Levine, 83, who was born and grew up in Detroit but now lives in Fresno, California where he taught English and writing at California State University, will take up his one-year term this fall, opening the Library's annual literary series in October, Librarian of Congress James Billington said in a statement.
"Philip Levine is one of America's great narrative poets," Billington said. He "championed the art of telling 'The Simple Truth' about working in a Detroit auto factory, as he has, and about the hard work we do to make sense of our lives."

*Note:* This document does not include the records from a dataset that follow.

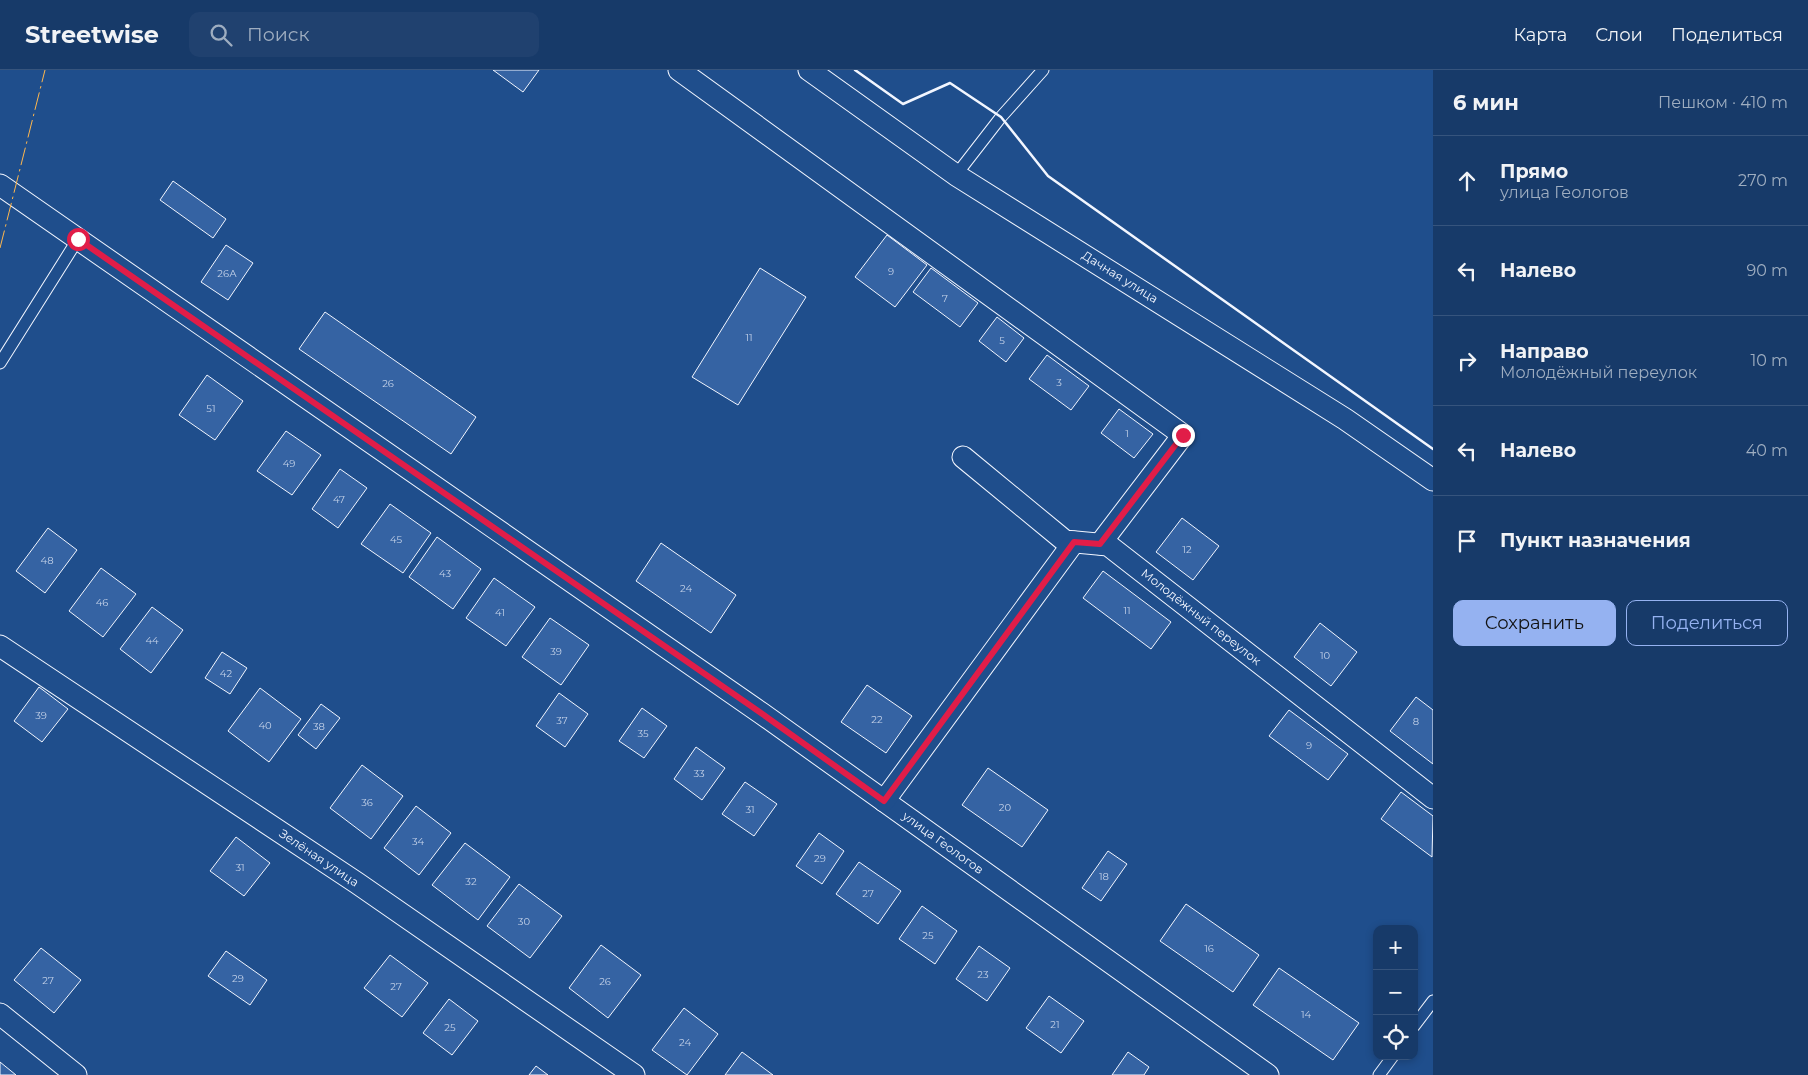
<!DOCTYPE html>
<html lang="ru">
<head>
<meta charset="utf-8">
<style>
  :root { --surface:#173a69; --page:#20416f; --text:#f1f3f6; --muted:#9eadc0; --line:#36547d; --accent:#95b2f1 }
  body { margin:0; font-family:Montserrat,sans-serif; background:var(--page); color:var(--text) }
  .controls { position:absolute; right:15px; bottom:15px; display:grid; overflow:hidden; border-radius:10px; box-shadow:0 2px 8px #0003 }
  .controls button { width:45px; height:45px; display:grid; place-items:center; padding:0; border:0; border-bottom:1px solid var(--line); background:var(--surface); color:var(--text); font:25px sans-serif }
  .stop { position:absolute; width:15px; height:15px; margin:-11px; border:4px solid #e11d48; border-radius:50%; background:#fff }
  .stop.end { background:#e11d48; border-color:#fff; box-shadow:0 1px 5px #0008 }
  .list { margin:0; padding:0; list-style:none }
  h2 { display:flex; justify-content:space-between; align-items:center; height:65px; margin:0; padding:0 20px; font-size:21px }
  h2 small { font-size:16px; font-weight:400; color:var(--muted) }
  .list li { display:grid; grid-template-columns:32px 1fr auto; gap:15px; align-items:center; box-sizing:border-box; height:90px; padding:0 20px; border-top:1px solid var(--line) }
  .list b { display:block; font-size:19px; white-space:nowrap }
  .list p { margin:0; font-size:16px; white-space:nowrap; color:var(--muted) }
  .list em { font-size:16px; font-style:normal; color:var(--muted) }
  .actions { display:flex; gap:10px; padding:15px 20px }
  .actions a { flex:1; padding:11px 0; border:1px solid var(--accent); border-radius:10px; text-align:center; font-size:18px; color:var(--accent) }
  .actions .main { background:var(--accent); color:#111 }
  .icon { flex:none; width:28px; height:28px; fill:none; stroke:currentColor; stroke-width:2; stroke-linecap:round; stroke-linejoin:round }
  .map { position:relative; flex:none; width:1433px; height:1005px; overflow:hidden }
  header { display:flex; align-items:center; gap:30px; box-sizing:border-box; height:70px; padding:0 25px; background:var(--surface); border-bottom:1px solid var(--line) }
  header strong { font-size:24px }
  nav { display:flex; gap:28px; margin-inline-start:auto; font-size:18px }
  .search { width:350px; height:45px; background:var(--page); display:flex; align-items:center; gap:12px; box-sizing:border-box; padding:0 18px; border-radius:10px; color:var(--muted); font-size:19px }
  main { display:flex }
  aside { flex:1; background:var(--surface) }
  .map>svg:first-child { display:block }
</style>
</head>
<body>
<header>
<strong>Streetwise</strong>
<div class="search"><svg class="icon" aria-label="search" viewBox="0 0 24 24"><circle cx="10" cy="10" r="6"/><path d="M15 15l6 6"/></svg>Поиск</div>
<nav><a>Карта</a><a>Слои</a><a>Поделиться</a></nav>
</header>
<main>
<div class="map">
<svg width="1433" height="1005" viewBox="0 0 1433 1005">
  <rect width="100%" height="100%" fill="#1f4e8c"/>
  <g fill="#3563a3" stroke="#f2f6ff">
    <path d="M493,0H539L523,22Z"/>
    <path d="M173,111L226,149L213,168L160,130Z"/>
    <path d="M887,165L927,195L895,237L855,207Z"/>
    <path d="M226,175L253,193L228,230L201,212Z"/>
    <path d="M760,198L806,227L738,335L692,307Z"/>
    <path d="M931,198L978,233L960,257L913,222Z"/>
    <path d="M325,242L476,347L451,384L299,279Z"/>
    <path d="M997,247L1024,268L1006,292L979,271Z"/>
    <path d="M1047,285L1089,316L1071,340L1029,309Z"/>
    <path d="M207,305L243,331L215,370L179,345Z"/>
    <path d="M1119,339L1153,364L1134,388L1101,363Z"/>
    <path d="M286,361L321,385L292,425L257,401Z"/>
    <path d="M340,399L367,418L338,458L312,439Z"/>
    <path d="M390,434L431,463L403,503L361,474Z"/>
    <path d="M1182,448L1219,476L1193,510L1156,482Z"/>
    <path d="M48,458L77,480L45,523L16,501Z"/>
    <path d="M437,467L481,499L453,539L409,507Z"/>
    <path d="M661,473L736,525L711,563L636,511Z"/>
    <path d="M101,498L136,524L103,567L69,541Z"/>
    <path d="M1103,501L1171,552L1151,579L1083,528Z"/>
    <path d="M494,508L535,537L506,576L466,548Z"/>
    <path d="M152,537L183,560L151,603L120,579Z"/>
    <path d="M550,548L589,575L561,615L522,587Z"/>
    <path d="M1320,553L1357,582L1331,616L1294,587Z"/>
    <path d="M222,582L247,598L230,624L205,608Z"/>
    <path d="M867,615L912,646L886,683L841,652Z"/>
    <path d="M39,617L68,639L42,672L14,651Z"/>
    <path d="M260,618L301,649L269,692L228,661Z"/>
    <path d="M559,623L588,644L565,677L536,656Z"/>
    <path d="M1416,627L1433,640V694L1390,661Z"/>
    <path d="M321,634L340,648L316,679L298,665Z"/>
    <path d="M642,638L667,656L644,688L619,671Z"/>
    <path d="M1289,640L1348,684L1328,710L1269,666Z"/>
    <path d="M696,677L725,698L702,730L674,709Z"/>
    <path d="M362,695L403,726L371,769L330,738Z"/>
    <path d="M988,698L1048,740L1022,777L962,735Z"/>
    <path d="M745,712L777,734L754,766L722,744Z"/>
    <path d="M1401,722L1433,746L1432,787L1381,749Z"/>
    <path d="M416,736L451,763L419,805L384,778Z"/>
    <path d="M819,763L844,781L822,814L796,796Z"/>
    <path d="M236,767L270,793L244,826L210,801Z"/>
    <path d="M465,773L510,807L478,850L432,815Z"/>
    <path d="M1108,781L1127,794L1101,831L1082,818Z"/>
    <path d="M859,792L901,821L878,854L836,824Z"/>
    <path d="M519,814L562,846L530,888L487,856Z"/>
    <path d="M1186,834L1259,885L1233,922L1160,871Z"/>
    <path d="M922,836L957,861L935,894L899,869Z"/>
    <path d="M601,875L641,905L608,948L569,918Z"/>
    <path d="M979,876L1010,898L987,931L956,909Z"/>
    <path d="M41,878L81,910L54,943L14,910Z"/>
    <path d="M226,881L267,910L250,935L208,906Z"/>
    <path d="M390,885L428,913L402,947L364,918Z"/>
    <path d="M1279,898L1359,953L1333,990L1253,935Z"/>
    <path d="M1049,926L1084,951L1061,983L1026,958Z"/>
    <path d="M449,929L478,951L452,985L423,963Z"/>
    <path d="M684,938L718,964L687,1005L652,980Z"/>
    <path d="M742,982L773,1005H725Z"/>
    <path d="M1128,982L1149,997L1144,1005H1112Z"/>
    <path d="M0,992L16,1005H0Z"/>
    <path d="M536,996L548,1005H529Z"/>
  </g>
  <g fill="none" stroke-linecap="round" stroke-linejoin="round">
    <defs>
      <g id="lane">
        <path d="M956,105L1001,47L1043,0"/>
        <path d="M0,293L78,169"/>
        <path d="M1414,956L1433,931"/>
        <path d="M1379,1005L1393,986"/>
      </g>
      <g id="street">
        <path d="M679,0L1183,365L1100,474"/>
        <path d="M809,0L956,105L1345,349L1433,410"/>
        <path d="M0,115L761,643L1268,1005"/>
        <path d="M963,387L1065,471L1108,475L1433,728"/>
        <path d="M0,576L357,813L634,1005"/>
        <path d="M884,731L1074,472"/>
        <path d="M0,944L76,1005"/>
      </g>
    </defs>
    <use href="#lane" stroke="#f2f6ff" stroke-width="13"/>
    <use href="#street" stroke="#f2f6ff" stroke-width="23"/>
    <use href="#lane" stroke="#1f4e8c" stroke-width="11"/>
    <use href="#street" stroke="#1f4e8c" stroke-width="21"/>
    <path stroke="#f2f6ff" stroke-width="2.5" d="M855,0L903,34L950,13L1001,47L1048,106L1433,379"/>
    <path stroke="#ffb74d" stroke-width="1" stroke-dasharray="18 4 2.5 4" stroke-linecap="butt" d="M0,178L45,0"/>
  </g>
  <g fill="none" stroke-linecap="round" stroke-linejoin="round">
    <path stroke="#e11d48" stroke-width="6" d="M78,169L761,643L884,731L1074,472L1100,474L1183,365"/>
  </g>
  <g text-anchor="middle" stroke-width="4" stroke-linejoin="round" paint-order="stroke">
    <g font-size="10" fill="#c3d1e8">
      <text x="891" y="205">9</text>
      <text x="227" y="207">26А</text>
      <text x="945" y="232">7</text>
      <text x="749" y="271">11</text>
      <text x="1002" y="274">5</text>
      <text x="1059" y="316">3</text>
      <text x="388" y="317">26</text>
      <text x="211" y="342">51</text>
      <text x="1127" y="367">1</text>
      <text x="289" y="397">49</text>
      <text x="339" y="433">47</text>
      <text x="396" y="473">45</text>
      <text x="1187" y="483">12</text>
      <text x="47" y="494">48</text>
      <text x="445" y="507">43</text>
      <text x="686" y="522">24</text>
      <text x="102" y="536">46</text>
      <text x="1127" y="544">11</text>
      <text x="500" y="546">41</text>
      <text x="152" y="574">44</text>
      <text x="556" y="585">39</text>
      <text x="1325" y="589">10</text>
      <text x="226" y="607">42</text>
      <text x="41" y="649">39</text>
      <text x="877" y="653">22</text>
      <text x="562" y="654">37</text>
      <text x="1416" y="655">8</text>
      <text x="265" y="659">40</text>
      <text x="319" y="660">38</text>
      <text x="643" y="667">35</text>
      <text x="1309" y="679">9</text>
      <text x="699" y="707">33</text>
      <text x="367" y="736">36</text>
      <text x="1005" y="741">20</text>
      <text x="750" y="743">31</text>
      <text x="418" y="775">34</text>
      <text x="820" y="792">29</text>
      <text x="240" y="801">31</text>
      <text x="1104" y="810">18</text>
      <text x="471" y="815">32</text>
      <text x="868" y="827">27</text>
      <text x="524" y="855">30</text>
      <text x="928" y="869">25</text>
      <text x="1209" y="882">16</text>
      <text x="983" y="908">23</text>
      <text x="238" y="912">29</text>
      <text x="48" y="914">27</text>
      <text x="605" y="915">26</text>
      <text x="396" y="920">27</text>
      <text x="1306" y="948">14</text>
      <text x="1055" y="958">21</text>
      <text x="450" y="961">25</text>
      <text x="685" y="976">24</text>
    </g>
    <g font-size="12" fill="#f2f6ff" stroke="#1f4e8c">
      <text transform="translate(1120 207) rotate(32)" y="4">Дачная улица</text>
      <text transform="translate(1201 547) rotate(38)" y="4">Молодёжный переулок</text>
      <text transform="translate(943 773) rotate(36)" y="4">улица Геологов</text>
      <text transform="translate(319 788) rotate(34)" y="4">Зелёная улица</text>
    </g>
  </g>
</svg>
<div class="controls">
<button>+</button>
<button>−</button>
<button><svg class="icon" aria-label="locate" viewBox="0 0 24 24"><circle cx="12" cy="12" r="6"/><path d="M12 2v4M12 18v4M2 12h4M18 12h4"/></svg></button>
</div>
<div class="stop" style="left:78px;top:169px"></div>
<div class="stop end" style="left:1183px;top:365px"></div>
</div>
<aside>
<h2>6 мин<small>Пешком · 410 m</small></h2>
<ul class="list">
<li><svg class="icon" aria-label="ahead" viewBox="0 0 24 24"><path d="M12 20V5M6 11l6-6 6 6"/></svg><div><b>Прямо</b><p>улица Геологов</p></div><em>270 m</em></li>
<li><svg class="icon" aria-label="left" viewBox="0 0 24 24"><path d="M17 20v-9H6M10 6l-5 5 5 5"/></svg><div><b>Налево</b></div><em>90 m</em></li>
<li><svg class="icon" aria-label="right" viewBox="0 0 24 24"><path d="M7 20v-9h11M14 6l5 5-5 5"/></svg><div><b>Направо</b><p>Молодёжный переулок</p></div><em>10 m</em></li>
<li><svg class="icon" aria-label="left" viewBox="0 0 24 24"><path d="M17 20v-9H6M10 6l-5 5 5 5"/></svg><div><b>Налево</b></div><em>40 m</em></li>
<li><svg class="icon" aria-label="arrive" viewBox="0 0 24 24"><path d="M6 21V4h12l-3 4 3 4H6"/></svg><div><b>Пункт назначения</b></div></li>
</ul>
<div class="actions"><a class="main">Сохранить</a><a>Поделиться</a></div>
</aside>
</main>
</body>
</html>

Levine, an author of 20 collections, won a Pulitzer Prize in 1995 for "The Simple Truth" and National Book Awards for "What Work Is" (1991) and "Ashes: Poems New and Old." (1980)
As a young man he worked in car factories in Detroit, and the industrial heartland became one of the main subjects of his work.
Levine told the New York Times in an interview he thought he had begun to do his best work in the early 1990s, but added: "I find more energy in my earlier work. More dash, more anger. Anger was a major engine in my poetry then. It's been replaced by irony, I guess, and by love."
The title poem of his collection, "The Simple Truth," was less tender than some of his later poems:
"Some things
you know all your life. They are so simple and true
they must be said without elegance, meter and rhyme,
they must be laid on the table beside the salt shaker,
the glass of water, the absence of light gathering
in the shadows of picture frames, they must be
naked and alone, they must stand for themselves."
Levine, who will take on the duty of bringing poetry to the wider public, joins a list of distinguished poets who have served in the position of U.S. poet laureate, including Ted Kooser, Louise Gluck, Billy Collins, Robert Pinsky, Rita Dove and Robert Penn Warren. He succeeds the poet W.S. Merwin.